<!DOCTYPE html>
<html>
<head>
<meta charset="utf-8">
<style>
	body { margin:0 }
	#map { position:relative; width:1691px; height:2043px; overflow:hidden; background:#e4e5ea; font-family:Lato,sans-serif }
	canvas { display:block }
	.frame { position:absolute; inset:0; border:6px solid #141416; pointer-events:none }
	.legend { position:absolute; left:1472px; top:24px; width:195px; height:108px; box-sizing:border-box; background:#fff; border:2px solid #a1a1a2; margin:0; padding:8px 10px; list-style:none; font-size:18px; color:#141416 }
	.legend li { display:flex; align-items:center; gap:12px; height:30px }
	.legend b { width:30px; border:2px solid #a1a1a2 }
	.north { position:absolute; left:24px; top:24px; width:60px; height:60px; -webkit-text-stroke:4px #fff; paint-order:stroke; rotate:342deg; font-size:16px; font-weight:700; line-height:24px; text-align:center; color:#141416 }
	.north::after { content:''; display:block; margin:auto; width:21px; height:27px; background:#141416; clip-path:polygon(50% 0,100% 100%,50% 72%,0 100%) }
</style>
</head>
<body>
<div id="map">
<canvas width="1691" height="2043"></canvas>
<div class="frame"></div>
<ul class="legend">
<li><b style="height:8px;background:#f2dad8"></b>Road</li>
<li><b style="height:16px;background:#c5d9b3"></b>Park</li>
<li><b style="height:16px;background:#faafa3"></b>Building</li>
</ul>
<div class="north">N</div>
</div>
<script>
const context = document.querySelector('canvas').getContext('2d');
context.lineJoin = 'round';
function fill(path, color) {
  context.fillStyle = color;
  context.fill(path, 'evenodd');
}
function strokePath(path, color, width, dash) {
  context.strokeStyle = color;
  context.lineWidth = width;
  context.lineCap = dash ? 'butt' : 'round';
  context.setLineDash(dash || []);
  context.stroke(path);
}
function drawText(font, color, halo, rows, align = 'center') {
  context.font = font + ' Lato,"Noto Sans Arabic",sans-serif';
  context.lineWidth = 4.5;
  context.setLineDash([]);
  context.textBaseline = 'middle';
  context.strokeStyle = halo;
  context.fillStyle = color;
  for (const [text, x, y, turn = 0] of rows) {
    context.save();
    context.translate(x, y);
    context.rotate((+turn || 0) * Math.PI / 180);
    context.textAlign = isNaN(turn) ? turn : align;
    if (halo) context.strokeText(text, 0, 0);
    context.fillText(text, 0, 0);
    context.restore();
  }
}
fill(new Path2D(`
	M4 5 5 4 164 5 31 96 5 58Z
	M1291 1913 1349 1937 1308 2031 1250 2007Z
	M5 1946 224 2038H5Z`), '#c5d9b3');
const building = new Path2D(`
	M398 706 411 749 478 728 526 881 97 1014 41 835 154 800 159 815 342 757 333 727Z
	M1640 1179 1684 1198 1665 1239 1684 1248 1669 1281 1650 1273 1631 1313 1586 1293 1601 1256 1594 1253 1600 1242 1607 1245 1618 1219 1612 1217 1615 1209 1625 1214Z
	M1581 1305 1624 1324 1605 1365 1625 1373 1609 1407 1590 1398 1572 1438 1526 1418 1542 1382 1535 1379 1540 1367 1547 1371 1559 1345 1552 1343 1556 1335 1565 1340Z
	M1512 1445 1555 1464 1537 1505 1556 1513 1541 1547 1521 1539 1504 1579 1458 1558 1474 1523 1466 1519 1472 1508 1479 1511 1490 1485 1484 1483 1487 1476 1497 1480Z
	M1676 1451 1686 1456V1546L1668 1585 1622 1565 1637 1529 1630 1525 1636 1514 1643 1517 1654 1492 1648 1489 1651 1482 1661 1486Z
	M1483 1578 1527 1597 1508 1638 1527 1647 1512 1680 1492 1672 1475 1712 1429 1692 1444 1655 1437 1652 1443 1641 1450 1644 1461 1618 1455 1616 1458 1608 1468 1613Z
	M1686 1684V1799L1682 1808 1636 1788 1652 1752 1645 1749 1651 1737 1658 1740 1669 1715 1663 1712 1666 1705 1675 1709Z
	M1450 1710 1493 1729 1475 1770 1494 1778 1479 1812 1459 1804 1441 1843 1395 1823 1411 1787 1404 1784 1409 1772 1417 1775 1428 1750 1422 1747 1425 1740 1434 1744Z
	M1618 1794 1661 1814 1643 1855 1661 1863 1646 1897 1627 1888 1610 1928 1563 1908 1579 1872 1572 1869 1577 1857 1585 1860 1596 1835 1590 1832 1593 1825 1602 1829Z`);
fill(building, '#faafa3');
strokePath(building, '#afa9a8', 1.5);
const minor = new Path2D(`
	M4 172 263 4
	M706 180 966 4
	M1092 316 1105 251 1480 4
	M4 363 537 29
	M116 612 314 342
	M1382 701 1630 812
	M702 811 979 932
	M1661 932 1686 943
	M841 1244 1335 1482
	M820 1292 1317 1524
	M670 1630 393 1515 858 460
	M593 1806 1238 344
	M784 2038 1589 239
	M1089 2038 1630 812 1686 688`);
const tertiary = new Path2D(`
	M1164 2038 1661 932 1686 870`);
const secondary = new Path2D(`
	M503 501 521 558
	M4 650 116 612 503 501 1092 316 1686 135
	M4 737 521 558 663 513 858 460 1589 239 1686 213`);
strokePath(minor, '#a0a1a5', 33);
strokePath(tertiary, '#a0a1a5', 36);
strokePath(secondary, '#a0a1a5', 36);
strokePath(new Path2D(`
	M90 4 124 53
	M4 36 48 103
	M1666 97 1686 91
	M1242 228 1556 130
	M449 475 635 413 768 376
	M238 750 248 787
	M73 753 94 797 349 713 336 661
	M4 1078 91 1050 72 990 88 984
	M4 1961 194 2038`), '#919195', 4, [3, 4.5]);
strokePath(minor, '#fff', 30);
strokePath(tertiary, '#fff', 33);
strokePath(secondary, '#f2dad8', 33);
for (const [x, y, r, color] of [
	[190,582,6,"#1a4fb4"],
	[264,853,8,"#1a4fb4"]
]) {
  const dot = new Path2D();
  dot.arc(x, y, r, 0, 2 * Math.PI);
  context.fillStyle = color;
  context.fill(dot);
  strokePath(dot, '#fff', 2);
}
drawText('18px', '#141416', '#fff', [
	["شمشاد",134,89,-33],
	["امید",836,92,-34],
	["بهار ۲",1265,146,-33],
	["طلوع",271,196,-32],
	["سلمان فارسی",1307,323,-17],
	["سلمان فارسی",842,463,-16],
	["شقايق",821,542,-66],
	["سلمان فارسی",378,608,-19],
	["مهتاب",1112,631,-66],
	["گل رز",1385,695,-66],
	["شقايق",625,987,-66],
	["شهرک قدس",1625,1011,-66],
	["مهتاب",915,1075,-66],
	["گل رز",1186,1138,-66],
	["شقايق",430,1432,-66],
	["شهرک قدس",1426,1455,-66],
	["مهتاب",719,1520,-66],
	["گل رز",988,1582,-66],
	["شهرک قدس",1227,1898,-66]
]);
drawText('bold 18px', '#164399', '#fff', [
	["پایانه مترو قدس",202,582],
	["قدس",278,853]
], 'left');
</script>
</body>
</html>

····················

Beginning at the top of the data, please return every line until and including the line containing "display:flex; align-items:center; gap:12px;", copied exactly, and nothing past it.

▸ **EXERCISE RESPONSE**
<!DOCTYPE html>
<html>
<head>
<meta charset="utf-8">
<style>
	body { margin:0 }
	#map { position:relative; width:1691px; height:2043px; overflow:hidden; background:#e4e5ea; font-family:Lato,sans-serif }
	canvas { display:block }
	.frame { position:absolute; inset:0; border:6px solid #141416; pointer-events:none }
	.legend { position:absolute; left:1472px; top:24px; width:195px; height:108px; box-sizing:border-box; background:#fff; border:2px solid #a1a1a2; margin:0; padding:8px 10px; list-style:none; font-size:18px; color:#141416 }
	.legend li { display:flex; align-items:center; gap:12px; height:30px }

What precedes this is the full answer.